* _DIRECTIONS_:
The records that follow must be reproduced in full, exactly as written.

* _DATA FOR THIS TASK_:
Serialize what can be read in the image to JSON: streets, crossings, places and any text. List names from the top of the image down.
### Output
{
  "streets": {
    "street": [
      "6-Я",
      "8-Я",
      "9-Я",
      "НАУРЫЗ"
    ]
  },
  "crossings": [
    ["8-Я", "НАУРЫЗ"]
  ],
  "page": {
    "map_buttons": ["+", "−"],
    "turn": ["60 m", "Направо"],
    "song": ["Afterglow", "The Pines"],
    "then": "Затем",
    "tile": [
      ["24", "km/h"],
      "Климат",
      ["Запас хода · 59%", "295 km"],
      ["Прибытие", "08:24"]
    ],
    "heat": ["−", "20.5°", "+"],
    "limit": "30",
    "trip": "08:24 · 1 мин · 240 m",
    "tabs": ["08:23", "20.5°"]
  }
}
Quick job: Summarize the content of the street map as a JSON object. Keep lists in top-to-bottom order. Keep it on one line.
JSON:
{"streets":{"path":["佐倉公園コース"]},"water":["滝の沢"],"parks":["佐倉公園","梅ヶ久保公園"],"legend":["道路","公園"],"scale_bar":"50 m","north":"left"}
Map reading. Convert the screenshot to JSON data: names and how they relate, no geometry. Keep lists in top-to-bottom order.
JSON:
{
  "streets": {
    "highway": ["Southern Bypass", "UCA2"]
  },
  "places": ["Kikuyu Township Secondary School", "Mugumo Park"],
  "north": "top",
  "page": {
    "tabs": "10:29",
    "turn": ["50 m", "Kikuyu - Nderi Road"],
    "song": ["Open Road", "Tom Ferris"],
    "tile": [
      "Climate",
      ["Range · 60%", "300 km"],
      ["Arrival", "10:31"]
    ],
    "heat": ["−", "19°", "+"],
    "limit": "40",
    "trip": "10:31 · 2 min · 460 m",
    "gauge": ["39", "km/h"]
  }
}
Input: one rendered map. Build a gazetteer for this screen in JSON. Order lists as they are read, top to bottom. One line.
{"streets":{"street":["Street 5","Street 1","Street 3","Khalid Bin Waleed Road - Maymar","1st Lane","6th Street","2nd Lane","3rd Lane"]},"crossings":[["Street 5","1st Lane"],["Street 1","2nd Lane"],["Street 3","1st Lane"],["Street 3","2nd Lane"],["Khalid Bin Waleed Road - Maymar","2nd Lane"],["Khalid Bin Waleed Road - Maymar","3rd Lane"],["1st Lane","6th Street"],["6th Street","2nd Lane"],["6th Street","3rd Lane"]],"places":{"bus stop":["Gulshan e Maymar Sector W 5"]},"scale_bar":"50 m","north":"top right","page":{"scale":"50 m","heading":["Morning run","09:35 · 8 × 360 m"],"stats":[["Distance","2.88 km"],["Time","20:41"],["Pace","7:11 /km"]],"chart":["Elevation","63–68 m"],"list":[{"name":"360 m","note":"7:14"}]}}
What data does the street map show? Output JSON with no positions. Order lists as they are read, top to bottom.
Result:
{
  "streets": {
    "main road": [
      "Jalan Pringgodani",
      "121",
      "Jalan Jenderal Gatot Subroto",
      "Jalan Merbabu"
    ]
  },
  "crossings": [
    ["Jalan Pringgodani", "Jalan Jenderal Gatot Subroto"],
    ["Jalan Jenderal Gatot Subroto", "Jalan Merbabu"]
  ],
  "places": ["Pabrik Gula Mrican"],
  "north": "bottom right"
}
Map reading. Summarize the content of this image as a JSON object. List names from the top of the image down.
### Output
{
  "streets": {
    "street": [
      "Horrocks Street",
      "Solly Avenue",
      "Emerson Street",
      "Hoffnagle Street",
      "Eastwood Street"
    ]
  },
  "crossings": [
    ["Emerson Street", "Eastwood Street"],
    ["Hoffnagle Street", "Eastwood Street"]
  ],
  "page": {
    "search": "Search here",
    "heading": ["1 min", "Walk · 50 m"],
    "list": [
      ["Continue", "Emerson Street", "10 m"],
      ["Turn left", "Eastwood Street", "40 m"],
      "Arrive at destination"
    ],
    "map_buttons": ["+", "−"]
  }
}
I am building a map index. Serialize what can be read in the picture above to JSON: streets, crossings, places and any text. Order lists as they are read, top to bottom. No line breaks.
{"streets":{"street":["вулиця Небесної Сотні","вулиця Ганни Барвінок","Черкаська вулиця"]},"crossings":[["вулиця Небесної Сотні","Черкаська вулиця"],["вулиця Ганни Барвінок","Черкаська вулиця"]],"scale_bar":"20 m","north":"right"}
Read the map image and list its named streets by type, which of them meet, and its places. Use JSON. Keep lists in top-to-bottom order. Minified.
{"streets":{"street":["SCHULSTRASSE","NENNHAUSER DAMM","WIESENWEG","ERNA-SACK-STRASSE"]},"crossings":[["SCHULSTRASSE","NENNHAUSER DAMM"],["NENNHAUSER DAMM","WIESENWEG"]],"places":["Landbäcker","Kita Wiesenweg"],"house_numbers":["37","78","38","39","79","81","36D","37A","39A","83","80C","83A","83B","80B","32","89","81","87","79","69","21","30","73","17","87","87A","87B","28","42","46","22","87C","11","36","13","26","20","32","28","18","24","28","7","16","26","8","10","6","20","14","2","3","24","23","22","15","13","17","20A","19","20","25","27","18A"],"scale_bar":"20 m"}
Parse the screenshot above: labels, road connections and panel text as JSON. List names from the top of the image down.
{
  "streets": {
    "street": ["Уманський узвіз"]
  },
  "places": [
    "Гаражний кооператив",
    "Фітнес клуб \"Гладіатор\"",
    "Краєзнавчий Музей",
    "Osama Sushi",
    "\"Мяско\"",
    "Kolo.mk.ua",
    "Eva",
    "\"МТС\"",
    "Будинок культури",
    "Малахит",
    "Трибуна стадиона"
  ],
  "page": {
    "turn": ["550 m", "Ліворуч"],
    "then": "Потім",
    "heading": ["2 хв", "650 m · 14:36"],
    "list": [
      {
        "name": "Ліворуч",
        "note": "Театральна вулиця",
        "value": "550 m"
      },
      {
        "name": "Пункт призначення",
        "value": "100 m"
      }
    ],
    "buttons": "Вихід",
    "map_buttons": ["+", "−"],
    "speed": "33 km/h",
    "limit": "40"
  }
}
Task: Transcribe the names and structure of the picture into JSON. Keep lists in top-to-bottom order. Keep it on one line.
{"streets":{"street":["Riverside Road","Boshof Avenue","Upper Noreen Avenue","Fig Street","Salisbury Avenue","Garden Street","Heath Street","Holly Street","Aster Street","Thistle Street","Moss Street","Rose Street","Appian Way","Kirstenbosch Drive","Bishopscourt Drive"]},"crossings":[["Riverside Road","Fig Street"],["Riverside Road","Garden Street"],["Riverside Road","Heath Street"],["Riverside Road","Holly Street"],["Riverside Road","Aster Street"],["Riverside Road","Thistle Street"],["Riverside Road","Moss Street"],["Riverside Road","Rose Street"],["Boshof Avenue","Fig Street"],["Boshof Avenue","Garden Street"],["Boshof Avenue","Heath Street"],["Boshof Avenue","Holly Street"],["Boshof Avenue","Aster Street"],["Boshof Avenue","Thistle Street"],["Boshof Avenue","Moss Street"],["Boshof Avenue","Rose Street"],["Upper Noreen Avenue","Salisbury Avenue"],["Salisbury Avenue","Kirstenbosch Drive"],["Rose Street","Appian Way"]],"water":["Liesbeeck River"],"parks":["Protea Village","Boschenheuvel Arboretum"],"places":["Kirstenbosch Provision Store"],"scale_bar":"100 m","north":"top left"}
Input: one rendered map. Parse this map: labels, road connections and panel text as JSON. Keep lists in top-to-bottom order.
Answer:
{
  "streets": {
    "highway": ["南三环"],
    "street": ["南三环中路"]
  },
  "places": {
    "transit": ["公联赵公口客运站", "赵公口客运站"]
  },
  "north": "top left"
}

* _YOUR SOLUTION_:
Serialize what can be read in the image to JSON: streets, crossings, places and any text. List names from the top of the image down.
### Output
{
  "streets": {
    "street": [
      "6-Я",
      "8-Я",
      "9-Я",
      "НАУРЫЗ"
    ]
  },
  "crossings": [
    ["8-Я", "НАУРЫЗ"]
  ],
  "page": {
    "map_buttons": ["+", "−"],
    "turn": ["60 m", "Направо"],
    "song": ["Afterglow", "The Pines"],
    "then": "Затем",
    "tile": [
      ["24", "km/h"],
      "Климат",
      ["Запас хода · 59%", "295 km"],
      ["Прибытие", "08:24"]
    ],
    "heat": ["−", "20.5°", "+"],
    "limit": "30",
    "trip": "08:24 · 1 мин · 240 m",
    "tabs": ["08:23", "20.5°"]
  }
}
Quick job: Summarize the content of the street map as a JSON object. Keep lists in top-to-bottom order. Keep it on one line.
JSON:
{"streets":{"path":["佐倉公園コース"]},"water":["滝の沢"],"parks":["佐倉公園","梅ヶ久保公園"],"legend":["道路","公園"],"scale_bar":"50 m","north":"left"}
Map reading. Convert the screenshot to JSON data: names and how they relate, no geometry. Keep lists in top-to-bottom order.
JSON:
{
  "streets": {
    "highway": ["Southern Bypass", "UCA2"]
  },
  "places": ["Kikuyu Township Secondary School", "Mugumo Park"],
  "north": "top",
  "page": {
    "tabs": "10:29",
    "turn": ["50 m", "Kikuyu - Nderi Road"],
    "song": ["Open Road", "Tom Ferris"],
    "tile": [
      "Climate",
      ["Range · 60%", "300 km"],
      ["Arrival", "10:31"]
    ],
    "heat": ["−", "19°", "+"],
    "limit": "40",
    "trip": "10:31 · 2 min · 460 m",
    "gauge": ["39", "km/h"]
  }
}
Input: one rendered map. Build a gazetteer for this screen in JSON. Order lists as they are read, top to bottom. One line.
{"streets":{"street":["Street 5","Street 1","Street 3","Khalid Bin Waleed Road - Maymar","1st Lane","6th Street","2nd Lane","3rd Lane"]},"crossings":[["Street 5","1st Lane"],["Street 1","2nd Lane"],["Street 3","1st Lane"],["Street 3","2nd Lane"],["Khalid Bin Waleed Road - Maymar","2nd Lane"],["Khalid Bin Waleed Road - Maymar","3rd Lane"],["1st Lane","6th Street"],["6th Street","2nd Lane"],["6th Street","3rd Lane"]],"places":{"bus stop":["Gulshan e Maymar Sector W 5"]},"scale_bar":"50 m","north":"top right","page":{"scale":"50 m","heading":["Morning run","09:35 · 8 × 360 m"],"stats":[["Distance","2.88 km"],["Time","20:41"],["Pace","7:11 /km"]],"chart":["Elevation","63–68 m"],"list":[{"name":"360 m","note":"7:14"}]}}
What data does the street map show? Output JSON with no positions. Order lists as they are read, top to bottom.
Result:
{
  "streets": {
    "main road": [
      "Jalan Pringgodani",
      "121",
      "Jalan Jenderal Gatot Subroto",
      "Jalan Merbabu"
    ]
  },
  "crossings": [
    ["Jalan Pringgodani", "Jalan Jenderal Gatot Subroto"],
    ["Jalan Jenderal Gatot Subroto", "Jalan Merbabu"]
  ],
  "places": ["Pabrik Gula Mrican"],
  "north": "bottom right"
}
Map reading. Summarize the content of this image as a JSON object. List names from the top of the image down.
### Output
{
  "streets": {
    "street": [
      "Horrocks Street",
      "Solly Avenue",
      "Emerson Street",
      "Hoffnagle Street",
      "Eastwood Street"
    ]
  },
  "crossings": [
    ["Emerson Street", "Eastwood Street"],
    ["Hoffnagle Street", "Eastwood Street"]
  ],
  "page": {
    "search": "Search here",
    "heading": ["1 min", "Walk · 50 m"],
    "list": [
      ["Continue", "Emerson Street", "10 m"],
      ["Turn left", "Eastwood Street", "40 m"],
      "Arrive at destination"
    ],
    "map_buttons": ["+", "−"]
  }
}
I am building a map index. Serialize what can be read in the picture above to JSON: streets, crossings, places and any text. Order lists as they are read, top to bottom. No line breaks.
{"streets":{"street":["вулиця Небесної Сотні","вулиця Ганни Барвінок","Черкаська вулиця"]},"crossings":[["вулиця Небесної Сотні","Черкаська вулиця"],["вулиця Ганни Барвінок","Черкаська вулиця"]],"scale_bar":"20 m","north":"right"}
Read the map image and list its named streets by type, which of them meet, and its places. Use JSON. Keep lists in top-to-bottom order. Minified.
{"streets":{"street":["SCHULSTRASSE","NENNHAUSER DAMM","WIESENWEG","ERNA-SACK-STRASSE"]},"crossings":[["SCHULSTRASSE","NENNHAUSER DAMM"],["NENNHAUSER DAMM","WIESENWEG"]],"places":["Landbäcker","Kita Wiesenweg"],"house_numbers":["37","78","38","39","79","81","36D","37A","39A","83","80C","83A","83B","80B","32","89","81","87","79","69","21","30","73","17","87","87A","87B","28","42","46","22","87C","11","36","13","26","20","32","28","18","24","28","7","16","26","8","10","6","20","14","2","3","24","23","22","15","13","17","20A","19","20","25","27","18A"],"scale_bar":"20 m"}
Parse the screenshot above: labels, road connections and panel text as JSON. List names from the top of the image down.
{
  "streets": {
    "street": ["Уманський узвіз"]
  },
  "places": [
    "Гаражний кооператив",
    "Фітнес клуб \"Гладіатор\"",
    "Краєзнавчий Музей",
    "Osama Sushi",
    "\"Мяско\"",
    "Kolo.mk.ua",
    "Eva",
    "\"МТС\"",
    "Будинок культури",
    "Малахит",
    "Трибуна стадиона"
  ],
  "page": {
    "turn": ["550 m", "Ліворуч"],
    "then": "Потім",
    "heading": ["2 хв", "650 m · 14:36"],
    "list": [
      {
        "name": "Ліворуч",
        "note": "Театральна вулиця",
        "value": "550 m"
      },
      {
        "name": "Пункт призначення",
        "value": "100 m"
      }
    ],
    "buttons": "Вихід",
    "map_buttons": ["+", "−"],
    "speed": "33 km/h",
    "limit": "40"
  }
}
Task: Transcribe the names and structure of the picture into JSON. Keep lists in top-to-bottom order. Keep it on one line.
{"streets":{"street":["Riverside Road","Boshof Avenue","Upper Noreen Avenue","Fig Street","Salisbury Avenue","Garden Street","Heath Street","Holly Street","Aster Street","Thistle Street","Moss Street","Rose Street","Appian Way","Kirstenbosch Drive","Bishopscourt Drive"]},"crossings":[["Riverside Road","Fig Street"],["Riverside Road","Garden Street"],["Riverside Road","Heath Street"],["Riverside Road","Holly Street"],["Riverside Road","Aster Street"],["Riverside Road","Thistle Street"],["Riverside Road","Moss Street"],["Riverside Road","Rose Street"],["Boshof Avenue","Fig Street"],["Boshof Avenue","Garden Street"],["Boshof Avenue","Heath Street"],["Boshof Avenue","Holly Street"],["Boshof Avenue","Aster Street"],["Boshof Avenue","Thistle Street"],["Boshof Avenue","Moss Street"],["Boshof Avenue","Rose Street"],["Upper Noreen Avenue","Salisbury Avenue"],["Salisbury Avenue","Kirstenbosch Drive"],["Rose Street","Appian Way"]],"water":["Liesbeeck River"],"parks":["Protea Village","Boschenheuvel Arboretum"],"places":["Kirstenbosch Provision Store"],"scale_bar":"100 m","north":"top left"}
Input: one rendered map. Parse this map: labels, road connections and panel text as JSON. Keep lists in top-to-bottom order.
Answer:
{
  "streets": {
    "highway": ["南三环"],
    "street": ["南三环中路"]
  },
  "places": {
    "transit": ["公联赵公口客运站", "赵公口客运站"]
  },
  "north": "top left"
}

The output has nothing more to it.